↓↓↓
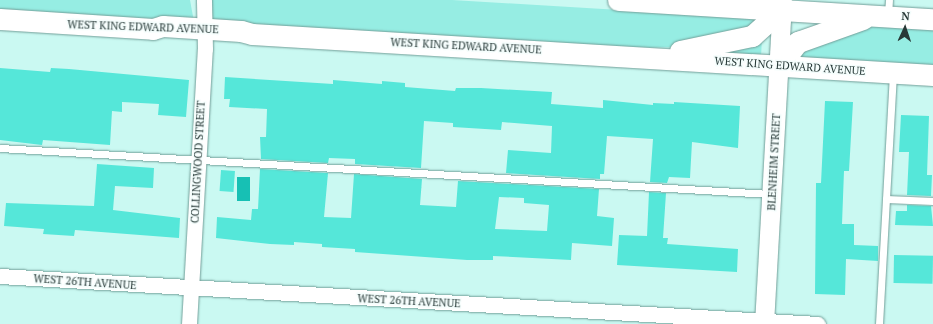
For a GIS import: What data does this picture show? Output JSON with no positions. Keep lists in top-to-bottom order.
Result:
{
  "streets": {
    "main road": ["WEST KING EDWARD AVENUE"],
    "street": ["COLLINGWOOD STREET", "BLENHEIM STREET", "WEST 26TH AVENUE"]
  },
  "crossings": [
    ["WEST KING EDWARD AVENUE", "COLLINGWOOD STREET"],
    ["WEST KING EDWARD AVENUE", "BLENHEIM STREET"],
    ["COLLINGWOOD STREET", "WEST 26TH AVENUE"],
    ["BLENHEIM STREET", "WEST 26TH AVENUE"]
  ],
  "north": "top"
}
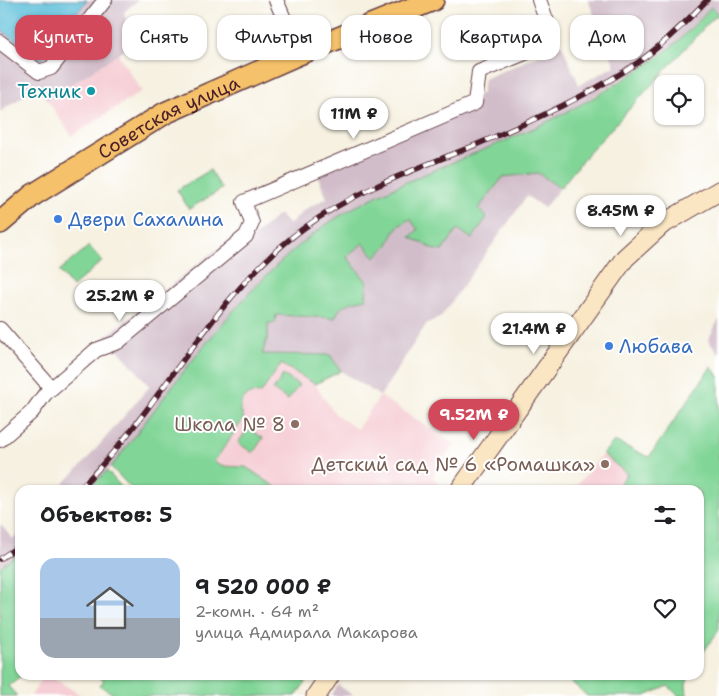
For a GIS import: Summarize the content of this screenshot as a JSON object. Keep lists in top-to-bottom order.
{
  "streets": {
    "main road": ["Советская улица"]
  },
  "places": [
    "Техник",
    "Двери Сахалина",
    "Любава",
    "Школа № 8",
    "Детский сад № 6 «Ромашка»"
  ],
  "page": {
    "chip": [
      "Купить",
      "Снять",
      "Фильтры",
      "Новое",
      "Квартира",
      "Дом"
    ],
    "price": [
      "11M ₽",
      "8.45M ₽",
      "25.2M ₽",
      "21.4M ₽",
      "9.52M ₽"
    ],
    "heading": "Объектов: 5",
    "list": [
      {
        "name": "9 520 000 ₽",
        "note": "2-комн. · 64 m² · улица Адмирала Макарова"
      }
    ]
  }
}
↑↑↑
■ **PROBLEM DETAILS**
Go back to the data above and please quote exactly, and only, the lines from the line with "For a GIS import: Summarize" through its last line.

■ **EXPECTED ANSWER**
For a GIS import: Summarize the content of this screenshot as a JSON object. Keep lists in top-to-bottom order.
{
  "streets": {
    "main road": ["Советская улица"]
  },
  "places": [
    "Техник",
    "Двери Сахалина",
    "Любава",
    "Школа № 8",
    "Детский сад № 6 «Ромашка»"
  ],
  "page": {
    "chip": [
      "Купить",
      "Снять",
      "Фильтры",
      "Новое",
      "Квартира",
      "Дом"
    ],
    "price": [
      "11M ₽",
      "8.45M ₽",
      "25.2M ₽",
      "21.4M ₽",
      "9.52M ₽"
    ],
    "heading": "Объектов: 5",
    "list": [
      {
        "name": "9 520 000 ₽",
        "note": "2-комн. · 64 m² · улица Адмирала Макарова"
      }
    ]
  }
}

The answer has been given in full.